START Dataset extract

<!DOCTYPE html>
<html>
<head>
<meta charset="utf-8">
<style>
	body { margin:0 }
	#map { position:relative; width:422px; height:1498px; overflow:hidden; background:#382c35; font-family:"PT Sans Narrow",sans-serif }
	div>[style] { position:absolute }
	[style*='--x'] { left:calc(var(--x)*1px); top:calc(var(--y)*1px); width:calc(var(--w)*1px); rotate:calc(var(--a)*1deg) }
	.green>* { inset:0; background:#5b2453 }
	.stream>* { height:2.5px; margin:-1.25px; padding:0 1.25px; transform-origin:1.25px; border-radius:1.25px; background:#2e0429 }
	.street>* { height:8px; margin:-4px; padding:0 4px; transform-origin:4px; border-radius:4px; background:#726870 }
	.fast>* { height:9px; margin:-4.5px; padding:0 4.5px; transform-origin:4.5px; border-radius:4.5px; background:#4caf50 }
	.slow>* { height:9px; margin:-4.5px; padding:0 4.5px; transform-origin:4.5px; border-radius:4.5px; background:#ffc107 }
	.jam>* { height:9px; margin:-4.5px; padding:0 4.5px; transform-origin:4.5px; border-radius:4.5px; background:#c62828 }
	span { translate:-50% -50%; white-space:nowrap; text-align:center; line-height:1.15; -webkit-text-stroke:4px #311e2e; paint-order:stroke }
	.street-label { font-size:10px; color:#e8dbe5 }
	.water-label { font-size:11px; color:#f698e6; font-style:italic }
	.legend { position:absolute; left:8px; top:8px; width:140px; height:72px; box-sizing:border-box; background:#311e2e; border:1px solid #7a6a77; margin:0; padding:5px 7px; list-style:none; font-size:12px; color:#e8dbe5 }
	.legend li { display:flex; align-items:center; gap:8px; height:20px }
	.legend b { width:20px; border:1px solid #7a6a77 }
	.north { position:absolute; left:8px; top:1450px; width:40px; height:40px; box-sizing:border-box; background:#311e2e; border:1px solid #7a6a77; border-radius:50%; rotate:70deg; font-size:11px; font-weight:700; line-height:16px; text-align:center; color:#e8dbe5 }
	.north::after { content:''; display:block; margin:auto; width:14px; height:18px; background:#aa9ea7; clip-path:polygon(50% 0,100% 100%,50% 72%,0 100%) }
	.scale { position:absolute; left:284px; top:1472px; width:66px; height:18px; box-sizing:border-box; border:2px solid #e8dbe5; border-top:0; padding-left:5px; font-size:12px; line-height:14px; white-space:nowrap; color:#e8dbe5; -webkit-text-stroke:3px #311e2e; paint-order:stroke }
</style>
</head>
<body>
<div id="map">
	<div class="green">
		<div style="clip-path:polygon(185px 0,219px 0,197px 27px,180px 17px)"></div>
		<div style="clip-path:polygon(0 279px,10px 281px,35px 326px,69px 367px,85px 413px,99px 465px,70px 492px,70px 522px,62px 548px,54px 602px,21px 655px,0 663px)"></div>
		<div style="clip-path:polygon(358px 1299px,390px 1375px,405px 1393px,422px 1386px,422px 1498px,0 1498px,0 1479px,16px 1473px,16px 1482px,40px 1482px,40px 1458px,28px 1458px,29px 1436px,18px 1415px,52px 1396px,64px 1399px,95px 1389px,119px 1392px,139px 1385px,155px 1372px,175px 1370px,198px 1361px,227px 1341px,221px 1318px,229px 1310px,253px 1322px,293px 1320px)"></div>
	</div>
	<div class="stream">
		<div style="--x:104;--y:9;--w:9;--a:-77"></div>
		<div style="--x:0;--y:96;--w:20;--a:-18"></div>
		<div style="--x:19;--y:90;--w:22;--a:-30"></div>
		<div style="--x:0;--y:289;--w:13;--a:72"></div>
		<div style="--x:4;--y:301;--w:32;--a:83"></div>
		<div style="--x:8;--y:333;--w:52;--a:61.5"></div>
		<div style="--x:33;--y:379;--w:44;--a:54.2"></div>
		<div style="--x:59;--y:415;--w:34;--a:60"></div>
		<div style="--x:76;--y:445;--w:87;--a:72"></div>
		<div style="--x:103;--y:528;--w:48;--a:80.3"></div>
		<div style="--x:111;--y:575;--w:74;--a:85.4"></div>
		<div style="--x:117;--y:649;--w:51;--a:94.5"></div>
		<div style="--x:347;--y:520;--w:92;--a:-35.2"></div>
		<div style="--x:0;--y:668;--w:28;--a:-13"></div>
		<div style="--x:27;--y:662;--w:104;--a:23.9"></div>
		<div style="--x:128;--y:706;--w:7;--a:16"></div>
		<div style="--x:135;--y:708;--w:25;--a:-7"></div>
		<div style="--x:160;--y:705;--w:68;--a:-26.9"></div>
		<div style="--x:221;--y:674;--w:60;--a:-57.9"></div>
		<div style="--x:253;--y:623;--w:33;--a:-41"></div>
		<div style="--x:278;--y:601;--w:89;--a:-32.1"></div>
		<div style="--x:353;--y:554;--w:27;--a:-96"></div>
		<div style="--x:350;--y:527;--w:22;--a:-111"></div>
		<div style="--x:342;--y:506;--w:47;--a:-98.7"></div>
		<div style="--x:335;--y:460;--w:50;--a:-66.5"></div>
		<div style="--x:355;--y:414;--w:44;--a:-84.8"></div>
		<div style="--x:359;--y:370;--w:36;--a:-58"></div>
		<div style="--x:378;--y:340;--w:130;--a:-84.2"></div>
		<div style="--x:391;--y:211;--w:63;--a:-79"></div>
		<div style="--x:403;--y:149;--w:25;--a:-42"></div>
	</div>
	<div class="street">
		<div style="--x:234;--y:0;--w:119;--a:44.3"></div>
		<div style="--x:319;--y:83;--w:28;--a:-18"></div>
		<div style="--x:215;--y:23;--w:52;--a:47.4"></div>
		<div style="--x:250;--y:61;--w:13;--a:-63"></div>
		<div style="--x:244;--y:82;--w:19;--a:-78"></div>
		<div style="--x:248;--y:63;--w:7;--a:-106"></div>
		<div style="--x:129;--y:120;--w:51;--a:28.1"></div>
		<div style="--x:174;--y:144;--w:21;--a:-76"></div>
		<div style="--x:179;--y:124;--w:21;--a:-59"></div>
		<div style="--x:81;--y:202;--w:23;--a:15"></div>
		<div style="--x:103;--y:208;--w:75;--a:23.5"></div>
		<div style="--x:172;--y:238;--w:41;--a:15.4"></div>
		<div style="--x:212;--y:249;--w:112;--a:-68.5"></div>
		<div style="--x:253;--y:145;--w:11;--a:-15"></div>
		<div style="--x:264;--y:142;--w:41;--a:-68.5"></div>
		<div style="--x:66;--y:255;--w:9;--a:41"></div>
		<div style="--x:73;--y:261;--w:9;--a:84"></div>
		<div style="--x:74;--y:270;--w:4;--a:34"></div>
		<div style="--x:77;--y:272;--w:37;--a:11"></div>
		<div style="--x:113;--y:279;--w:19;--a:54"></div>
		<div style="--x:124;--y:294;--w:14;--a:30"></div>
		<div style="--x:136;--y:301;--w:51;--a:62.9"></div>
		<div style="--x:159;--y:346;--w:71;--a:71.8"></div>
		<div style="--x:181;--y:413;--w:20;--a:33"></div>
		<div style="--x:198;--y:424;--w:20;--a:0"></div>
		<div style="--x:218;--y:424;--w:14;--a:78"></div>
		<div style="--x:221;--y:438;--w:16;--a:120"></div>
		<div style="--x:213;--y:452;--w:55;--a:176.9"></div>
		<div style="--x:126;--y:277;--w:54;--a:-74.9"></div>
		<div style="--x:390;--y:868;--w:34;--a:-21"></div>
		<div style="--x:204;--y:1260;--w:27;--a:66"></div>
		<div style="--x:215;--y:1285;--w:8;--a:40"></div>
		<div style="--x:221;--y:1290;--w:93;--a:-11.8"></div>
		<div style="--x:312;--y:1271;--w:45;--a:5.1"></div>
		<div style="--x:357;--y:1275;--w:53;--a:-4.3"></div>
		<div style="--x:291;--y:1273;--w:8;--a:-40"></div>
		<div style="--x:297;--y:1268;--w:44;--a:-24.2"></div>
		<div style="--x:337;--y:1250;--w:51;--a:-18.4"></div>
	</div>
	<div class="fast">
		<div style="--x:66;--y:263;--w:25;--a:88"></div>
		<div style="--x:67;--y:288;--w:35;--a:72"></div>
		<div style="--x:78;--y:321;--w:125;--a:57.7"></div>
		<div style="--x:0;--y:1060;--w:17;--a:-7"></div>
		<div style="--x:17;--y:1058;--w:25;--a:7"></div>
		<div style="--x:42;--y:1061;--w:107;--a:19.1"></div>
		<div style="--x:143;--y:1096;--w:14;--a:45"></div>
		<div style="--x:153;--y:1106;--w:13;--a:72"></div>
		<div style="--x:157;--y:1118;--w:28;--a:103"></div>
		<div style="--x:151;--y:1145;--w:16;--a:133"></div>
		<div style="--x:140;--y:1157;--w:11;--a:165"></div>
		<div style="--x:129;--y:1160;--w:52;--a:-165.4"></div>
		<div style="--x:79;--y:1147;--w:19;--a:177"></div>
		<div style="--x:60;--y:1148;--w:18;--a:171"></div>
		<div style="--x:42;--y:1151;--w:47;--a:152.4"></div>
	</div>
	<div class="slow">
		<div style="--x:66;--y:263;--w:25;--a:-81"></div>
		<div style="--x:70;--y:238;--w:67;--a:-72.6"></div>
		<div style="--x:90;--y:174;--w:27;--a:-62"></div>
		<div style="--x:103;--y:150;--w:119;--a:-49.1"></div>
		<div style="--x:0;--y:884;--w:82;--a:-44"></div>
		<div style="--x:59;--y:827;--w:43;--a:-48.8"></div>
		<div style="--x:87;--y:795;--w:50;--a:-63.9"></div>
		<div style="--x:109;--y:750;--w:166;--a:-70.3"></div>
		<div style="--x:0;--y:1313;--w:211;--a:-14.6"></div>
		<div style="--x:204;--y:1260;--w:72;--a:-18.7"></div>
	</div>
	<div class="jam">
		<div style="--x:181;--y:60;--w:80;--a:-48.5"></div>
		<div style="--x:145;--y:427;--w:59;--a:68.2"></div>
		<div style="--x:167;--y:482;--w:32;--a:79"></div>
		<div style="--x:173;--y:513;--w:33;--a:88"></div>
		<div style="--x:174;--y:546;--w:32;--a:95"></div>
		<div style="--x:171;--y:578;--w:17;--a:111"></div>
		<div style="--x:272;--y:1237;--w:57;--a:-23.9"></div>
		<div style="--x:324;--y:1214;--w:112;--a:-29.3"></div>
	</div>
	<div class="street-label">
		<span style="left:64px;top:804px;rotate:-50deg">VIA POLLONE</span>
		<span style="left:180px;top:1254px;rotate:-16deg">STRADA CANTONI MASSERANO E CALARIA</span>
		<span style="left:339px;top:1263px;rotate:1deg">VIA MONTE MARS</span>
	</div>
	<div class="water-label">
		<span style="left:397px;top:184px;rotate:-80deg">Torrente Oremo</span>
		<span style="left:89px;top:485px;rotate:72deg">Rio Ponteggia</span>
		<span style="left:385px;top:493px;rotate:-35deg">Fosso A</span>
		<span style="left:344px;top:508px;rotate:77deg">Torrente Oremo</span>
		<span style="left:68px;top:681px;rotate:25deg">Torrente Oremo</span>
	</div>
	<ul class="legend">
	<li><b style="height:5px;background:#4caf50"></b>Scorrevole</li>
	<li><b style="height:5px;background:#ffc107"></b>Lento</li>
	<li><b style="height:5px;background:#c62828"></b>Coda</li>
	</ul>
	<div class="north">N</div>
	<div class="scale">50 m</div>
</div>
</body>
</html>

END Dataset extract

Take the listing above from its first line through the line containing "display:flex; align-items:center; gap:8px;", and transcribe that stretch exactly, with no other lines.

### Solution
<!DOCTYPE html>
<html>
<head>
<meta charset="utf-8">
<style>
	body { margin:0 }
	#map { position:relative; width:422px; height:1498px; overflow:hidden; background:#382c35; font-family:"PT Sans Narrow",sans-serif }
	div>[style] { position:absolute }
	[style*='--x'] { left:calc(var(--x)*1px); top:calc(var(--y)*1px); width:calc(var(--w)*1px); rotate:calc(var(--a)*1deg) }
	.green>* { inset:0; background:#5b2453 }
	.stream>* { height:2.5px; margin:-1.25px; padding:0 1.25px; transform-origin:1.25px; border-radius:1.25px; background:#2e0429 }
	.street>* { height:8px; margin:-4px; padding:0 4px; transform-origin:4px; border-radius:4px; background:#726870 }
	.fast>* { height:9px; margin:-4.5px; padding:0 4.5px; transform-origin:4.5px; border-radius:4.5px; background:#4caf50 }
	.slow>* { height:9px; margin:-4.5px; padding:0 4.5px; transform-origin:4.5px; border-radius:4.5px; background:#ffc107 }
	.jam>* { height:9px; margin:-4.5px; padding:0 4.5px; transform-origin:4.5px; border-radius:4.5px; background:#c62828 }
	span { translate:-50% -50%; white-space:nowrap; text-align:center; line-height:1.15; -webkit-text-stroke:4px #311e2e; paint-order:stroke }
	.street-label { font-size:10px; color:#e8dbe5 }
	.water-label { font-size:11px; color:#f698e6; font-style:italic }
	.legend { position:absolute; left:8px; top:8px; width:140px; height:72px; box-sizing:border-box; background:#311e2e; border:1px solid #7a6a77; margin:0; padding:5px 7px; list-style:none; font-size:12px; color:#e8dbe5 }
	.legend li { display:flex; align-items:center; gap:8px; height:20px }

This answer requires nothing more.